There are two deliverables for the graduate project:

  1. Project proposal. Before you undertake your project you will need to submit a proposal for approval. The proposal should be short (1-2 pages in ACM format). The proposal should include a problem statement, the motivation for the project, a set of objectives you aim to accomplish, and a set of milestones. I will read these and provide comments. The proposal is not for marks but _must_ be completed in order to pass the course. This will be due on October 3 @ 0800 via email.
  2. Written report. The required length of the written report varies from project to project; all reports must be formatted according to the ACM format and submitted as a PDF. This artifact will constitute 100% of the graduate project grade. This will be due on December 05 @ 0800 via email.

Policiestop

Academic Integrity

  • In order to maintain a culture of academic integrity, members of the University of Waterloo community are expected to promote honesty, trust, fairness, respect and responsibility. [See the academic integrity site for more information.]

Grievance

  • A student who believes that a decision affecting some aspect of his/her university life has been unfair or unreasonable may have grounds for initiating a grievance.

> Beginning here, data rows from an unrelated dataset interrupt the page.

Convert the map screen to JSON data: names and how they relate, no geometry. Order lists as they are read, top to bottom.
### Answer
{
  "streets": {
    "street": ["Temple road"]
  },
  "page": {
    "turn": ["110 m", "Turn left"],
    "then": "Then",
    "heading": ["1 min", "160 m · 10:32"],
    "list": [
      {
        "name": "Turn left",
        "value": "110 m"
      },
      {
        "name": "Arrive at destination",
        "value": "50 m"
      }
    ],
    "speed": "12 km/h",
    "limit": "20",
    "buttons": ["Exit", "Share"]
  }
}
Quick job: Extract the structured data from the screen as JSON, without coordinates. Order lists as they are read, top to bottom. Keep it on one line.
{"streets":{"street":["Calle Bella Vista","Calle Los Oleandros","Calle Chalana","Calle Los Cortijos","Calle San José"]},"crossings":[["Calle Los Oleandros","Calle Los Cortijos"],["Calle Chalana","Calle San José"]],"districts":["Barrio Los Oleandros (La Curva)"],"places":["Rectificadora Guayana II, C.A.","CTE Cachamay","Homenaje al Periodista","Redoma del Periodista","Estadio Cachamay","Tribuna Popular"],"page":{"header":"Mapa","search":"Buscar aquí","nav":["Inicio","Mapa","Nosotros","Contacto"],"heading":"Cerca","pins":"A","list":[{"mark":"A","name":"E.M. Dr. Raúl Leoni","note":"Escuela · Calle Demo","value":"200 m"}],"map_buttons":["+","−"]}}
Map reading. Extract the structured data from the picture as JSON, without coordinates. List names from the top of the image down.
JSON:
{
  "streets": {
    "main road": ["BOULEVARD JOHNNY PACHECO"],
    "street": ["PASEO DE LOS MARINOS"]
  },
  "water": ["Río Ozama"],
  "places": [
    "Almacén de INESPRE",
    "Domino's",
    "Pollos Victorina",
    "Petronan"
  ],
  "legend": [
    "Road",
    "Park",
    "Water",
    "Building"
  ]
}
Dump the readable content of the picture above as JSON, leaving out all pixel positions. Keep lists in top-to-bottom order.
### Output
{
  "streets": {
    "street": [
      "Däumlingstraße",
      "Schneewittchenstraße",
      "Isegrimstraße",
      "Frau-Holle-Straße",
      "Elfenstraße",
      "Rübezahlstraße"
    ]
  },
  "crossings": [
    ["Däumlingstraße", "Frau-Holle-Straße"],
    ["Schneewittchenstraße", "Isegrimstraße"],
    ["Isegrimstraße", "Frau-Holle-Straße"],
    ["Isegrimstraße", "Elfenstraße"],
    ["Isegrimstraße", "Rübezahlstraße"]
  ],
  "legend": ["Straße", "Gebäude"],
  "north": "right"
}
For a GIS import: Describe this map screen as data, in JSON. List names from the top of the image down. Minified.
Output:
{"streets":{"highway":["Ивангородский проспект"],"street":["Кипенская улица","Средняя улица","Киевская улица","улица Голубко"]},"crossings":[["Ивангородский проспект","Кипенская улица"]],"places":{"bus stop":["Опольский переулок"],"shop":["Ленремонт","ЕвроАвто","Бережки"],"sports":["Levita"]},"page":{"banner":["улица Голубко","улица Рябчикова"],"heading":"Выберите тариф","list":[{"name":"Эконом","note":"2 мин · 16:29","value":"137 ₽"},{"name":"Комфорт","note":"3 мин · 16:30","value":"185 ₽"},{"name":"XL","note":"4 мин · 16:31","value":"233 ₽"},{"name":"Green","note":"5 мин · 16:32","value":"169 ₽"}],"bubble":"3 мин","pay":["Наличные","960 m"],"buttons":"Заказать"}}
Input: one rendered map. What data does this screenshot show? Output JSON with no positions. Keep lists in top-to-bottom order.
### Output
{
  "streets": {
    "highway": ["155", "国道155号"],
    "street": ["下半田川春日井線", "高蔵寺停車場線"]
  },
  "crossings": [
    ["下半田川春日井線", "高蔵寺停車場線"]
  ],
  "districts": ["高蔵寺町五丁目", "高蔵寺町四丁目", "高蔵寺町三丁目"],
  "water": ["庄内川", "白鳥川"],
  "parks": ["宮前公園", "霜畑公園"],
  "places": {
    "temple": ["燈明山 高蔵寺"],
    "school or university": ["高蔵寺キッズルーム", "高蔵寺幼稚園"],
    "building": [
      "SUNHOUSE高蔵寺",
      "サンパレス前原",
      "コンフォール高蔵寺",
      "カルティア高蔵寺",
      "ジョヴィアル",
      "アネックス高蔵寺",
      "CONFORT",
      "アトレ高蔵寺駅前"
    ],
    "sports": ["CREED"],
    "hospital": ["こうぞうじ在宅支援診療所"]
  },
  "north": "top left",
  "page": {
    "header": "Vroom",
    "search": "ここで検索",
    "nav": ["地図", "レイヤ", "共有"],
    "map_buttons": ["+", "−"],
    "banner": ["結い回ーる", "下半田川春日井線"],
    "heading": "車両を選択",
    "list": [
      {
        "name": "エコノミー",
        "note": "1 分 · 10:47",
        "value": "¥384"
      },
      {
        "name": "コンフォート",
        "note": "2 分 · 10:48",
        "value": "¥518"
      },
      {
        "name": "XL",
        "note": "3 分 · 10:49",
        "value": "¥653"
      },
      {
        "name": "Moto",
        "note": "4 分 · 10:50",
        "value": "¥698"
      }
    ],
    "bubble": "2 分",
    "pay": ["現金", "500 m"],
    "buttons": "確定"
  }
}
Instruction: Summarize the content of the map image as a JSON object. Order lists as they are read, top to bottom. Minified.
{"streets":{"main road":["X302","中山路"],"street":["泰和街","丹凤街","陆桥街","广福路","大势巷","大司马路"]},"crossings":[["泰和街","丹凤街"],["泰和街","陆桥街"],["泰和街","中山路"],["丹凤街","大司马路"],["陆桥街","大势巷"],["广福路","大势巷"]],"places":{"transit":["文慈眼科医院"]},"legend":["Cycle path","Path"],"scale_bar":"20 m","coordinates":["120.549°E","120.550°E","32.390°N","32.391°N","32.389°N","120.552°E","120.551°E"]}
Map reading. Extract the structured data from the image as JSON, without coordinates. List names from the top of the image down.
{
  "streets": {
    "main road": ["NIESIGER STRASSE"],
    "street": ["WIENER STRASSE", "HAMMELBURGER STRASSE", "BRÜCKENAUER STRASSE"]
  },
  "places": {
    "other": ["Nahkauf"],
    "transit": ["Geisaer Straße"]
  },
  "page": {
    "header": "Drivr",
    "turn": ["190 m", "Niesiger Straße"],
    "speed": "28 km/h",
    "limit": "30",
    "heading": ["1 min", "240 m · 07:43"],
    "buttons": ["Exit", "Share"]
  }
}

Read Policy 70, Student Petitions and Grievances, Section 4.
  • When in doubt please be certain to contact the department’s administrative assistant who will provide further assistance.

Discipline

  • A student is expected to know what constitutes academic integrity to avoid committing an academic offence, and to take responsibility for his/her actions.
  • A student who is unsure whether an action constitutes an offence, or who needs help in learning how to avoid offences (e.g., plagiarism, cheating) or about “rules” for group work/collaboration should seek guidance from the course instructor, academic advisor, or the undergraduate Associate Dean.
  • For information on categories of offences and types of penalties, students should refer to Policy 71, Student Discipline.
  • For typical penalties check Guidelines for the Assessment of Penalties.

Appeals

  • A decision made or penalty imposed under Policy 70 (Student Petitions and Grievances) (other than a petition) or Policy 71 (Student Discipline) may be appealed if there is a ground.
  • A student who believes he/she has a ground for an appeal should refer to Policy 72 (Student Appeals).